PROBLEM.
Only the lines with the string "content" are needed; return each of them from the entries below.

** TASK INPUTS follows **

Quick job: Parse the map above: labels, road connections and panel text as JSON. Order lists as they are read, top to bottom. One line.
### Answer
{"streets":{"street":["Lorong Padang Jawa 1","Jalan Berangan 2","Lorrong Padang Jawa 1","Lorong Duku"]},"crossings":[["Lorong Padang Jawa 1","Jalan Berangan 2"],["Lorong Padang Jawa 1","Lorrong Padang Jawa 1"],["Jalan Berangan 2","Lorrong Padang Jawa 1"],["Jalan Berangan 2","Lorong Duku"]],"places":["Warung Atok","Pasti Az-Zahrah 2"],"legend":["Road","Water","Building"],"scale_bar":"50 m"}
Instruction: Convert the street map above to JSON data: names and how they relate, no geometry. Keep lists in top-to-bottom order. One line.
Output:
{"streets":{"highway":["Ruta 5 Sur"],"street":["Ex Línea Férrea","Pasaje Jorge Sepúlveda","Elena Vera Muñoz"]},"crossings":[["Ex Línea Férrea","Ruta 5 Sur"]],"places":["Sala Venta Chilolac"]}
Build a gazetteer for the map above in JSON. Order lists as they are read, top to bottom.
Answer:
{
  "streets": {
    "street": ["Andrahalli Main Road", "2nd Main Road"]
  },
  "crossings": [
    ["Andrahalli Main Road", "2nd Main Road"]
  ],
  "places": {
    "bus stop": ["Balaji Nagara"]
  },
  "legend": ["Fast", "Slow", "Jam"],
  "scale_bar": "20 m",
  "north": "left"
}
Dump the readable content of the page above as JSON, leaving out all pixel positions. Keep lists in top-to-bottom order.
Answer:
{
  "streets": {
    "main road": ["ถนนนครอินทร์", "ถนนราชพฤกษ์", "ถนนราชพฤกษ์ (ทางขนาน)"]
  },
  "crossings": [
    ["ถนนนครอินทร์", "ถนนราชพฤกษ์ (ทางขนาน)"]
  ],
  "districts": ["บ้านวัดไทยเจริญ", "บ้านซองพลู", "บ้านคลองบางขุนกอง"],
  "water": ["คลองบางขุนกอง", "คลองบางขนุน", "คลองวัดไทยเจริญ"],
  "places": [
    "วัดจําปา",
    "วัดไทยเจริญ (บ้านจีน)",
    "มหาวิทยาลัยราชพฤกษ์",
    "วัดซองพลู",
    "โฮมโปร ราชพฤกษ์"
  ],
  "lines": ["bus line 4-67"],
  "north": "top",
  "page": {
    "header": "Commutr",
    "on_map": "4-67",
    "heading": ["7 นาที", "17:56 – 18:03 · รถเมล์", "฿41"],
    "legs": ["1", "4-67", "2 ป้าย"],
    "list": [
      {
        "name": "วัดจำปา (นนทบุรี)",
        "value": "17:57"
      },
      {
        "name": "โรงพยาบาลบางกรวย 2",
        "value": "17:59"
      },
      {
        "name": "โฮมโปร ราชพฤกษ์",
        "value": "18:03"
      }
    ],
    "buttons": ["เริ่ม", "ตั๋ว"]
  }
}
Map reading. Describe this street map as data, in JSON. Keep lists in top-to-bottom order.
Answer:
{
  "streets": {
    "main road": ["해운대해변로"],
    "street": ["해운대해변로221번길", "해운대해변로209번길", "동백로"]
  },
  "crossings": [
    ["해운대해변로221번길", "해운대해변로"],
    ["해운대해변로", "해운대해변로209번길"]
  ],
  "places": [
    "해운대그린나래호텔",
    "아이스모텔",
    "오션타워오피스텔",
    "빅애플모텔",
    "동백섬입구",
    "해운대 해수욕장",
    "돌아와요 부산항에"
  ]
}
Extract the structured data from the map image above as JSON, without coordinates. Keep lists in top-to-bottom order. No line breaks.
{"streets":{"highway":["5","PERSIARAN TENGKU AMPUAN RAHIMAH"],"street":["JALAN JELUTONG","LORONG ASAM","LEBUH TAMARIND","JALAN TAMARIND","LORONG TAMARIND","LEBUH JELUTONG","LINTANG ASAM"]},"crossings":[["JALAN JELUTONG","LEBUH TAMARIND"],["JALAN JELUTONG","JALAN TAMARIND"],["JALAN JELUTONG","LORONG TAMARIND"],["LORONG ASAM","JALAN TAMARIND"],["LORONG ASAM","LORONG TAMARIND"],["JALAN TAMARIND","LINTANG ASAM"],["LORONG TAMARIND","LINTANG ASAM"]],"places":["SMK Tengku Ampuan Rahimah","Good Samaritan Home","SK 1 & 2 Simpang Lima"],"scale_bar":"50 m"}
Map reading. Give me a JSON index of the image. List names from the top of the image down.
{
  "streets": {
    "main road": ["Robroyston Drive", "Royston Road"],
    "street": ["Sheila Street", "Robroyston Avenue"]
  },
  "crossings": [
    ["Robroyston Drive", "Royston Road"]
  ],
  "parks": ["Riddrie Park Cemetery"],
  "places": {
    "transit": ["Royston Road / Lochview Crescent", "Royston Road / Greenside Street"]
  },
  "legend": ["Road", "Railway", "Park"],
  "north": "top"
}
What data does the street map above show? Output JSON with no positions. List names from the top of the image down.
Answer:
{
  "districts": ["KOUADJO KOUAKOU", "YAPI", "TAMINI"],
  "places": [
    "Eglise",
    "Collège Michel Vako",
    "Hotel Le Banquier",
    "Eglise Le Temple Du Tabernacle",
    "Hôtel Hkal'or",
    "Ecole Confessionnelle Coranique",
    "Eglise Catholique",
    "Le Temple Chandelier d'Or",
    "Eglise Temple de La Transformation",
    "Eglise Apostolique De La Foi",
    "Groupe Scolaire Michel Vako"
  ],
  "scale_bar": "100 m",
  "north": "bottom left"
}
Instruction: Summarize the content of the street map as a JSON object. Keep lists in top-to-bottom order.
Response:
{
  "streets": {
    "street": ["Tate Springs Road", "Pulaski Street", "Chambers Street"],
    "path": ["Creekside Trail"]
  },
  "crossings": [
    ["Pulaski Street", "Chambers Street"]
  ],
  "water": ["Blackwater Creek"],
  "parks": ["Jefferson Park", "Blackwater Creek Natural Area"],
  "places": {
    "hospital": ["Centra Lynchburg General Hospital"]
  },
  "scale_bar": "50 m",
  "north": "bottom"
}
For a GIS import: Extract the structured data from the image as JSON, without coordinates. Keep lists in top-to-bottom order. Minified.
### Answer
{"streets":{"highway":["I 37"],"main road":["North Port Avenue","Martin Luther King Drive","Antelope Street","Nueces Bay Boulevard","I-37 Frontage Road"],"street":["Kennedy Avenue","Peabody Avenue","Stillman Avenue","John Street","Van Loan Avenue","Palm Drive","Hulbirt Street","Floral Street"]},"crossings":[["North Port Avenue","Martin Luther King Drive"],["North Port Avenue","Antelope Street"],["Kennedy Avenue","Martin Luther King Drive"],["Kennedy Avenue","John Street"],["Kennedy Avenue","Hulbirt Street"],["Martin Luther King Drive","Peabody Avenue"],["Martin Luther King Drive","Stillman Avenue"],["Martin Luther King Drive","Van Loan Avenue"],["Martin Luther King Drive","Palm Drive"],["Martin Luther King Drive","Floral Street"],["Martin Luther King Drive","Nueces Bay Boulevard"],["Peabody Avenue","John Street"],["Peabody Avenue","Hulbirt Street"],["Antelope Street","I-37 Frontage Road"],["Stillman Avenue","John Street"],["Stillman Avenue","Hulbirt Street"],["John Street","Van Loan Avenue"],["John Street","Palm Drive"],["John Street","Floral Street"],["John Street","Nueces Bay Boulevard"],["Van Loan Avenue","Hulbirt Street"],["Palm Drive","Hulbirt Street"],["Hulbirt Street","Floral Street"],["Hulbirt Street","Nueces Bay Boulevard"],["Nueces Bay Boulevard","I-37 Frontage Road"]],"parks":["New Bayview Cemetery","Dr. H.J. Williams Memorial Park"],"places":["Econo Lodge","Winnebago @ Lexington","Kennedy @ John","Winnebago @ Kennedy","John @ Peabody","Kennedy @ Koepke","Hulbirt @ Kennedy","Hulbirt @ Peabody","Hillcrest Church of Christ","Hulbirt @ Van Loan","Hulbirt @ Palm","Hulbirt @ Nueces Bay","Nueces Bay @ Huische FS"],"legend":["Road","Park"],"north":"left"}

** End of TASK INPUTS **

TASK OUTPUT.
Dump the readable content of the page above as JSON, leaving out all pixel positions. Keep lists in top-to-bottom order.
Instruction: Summarize the content of the street map as a JSON object. Keep lists in top-to-bottom order.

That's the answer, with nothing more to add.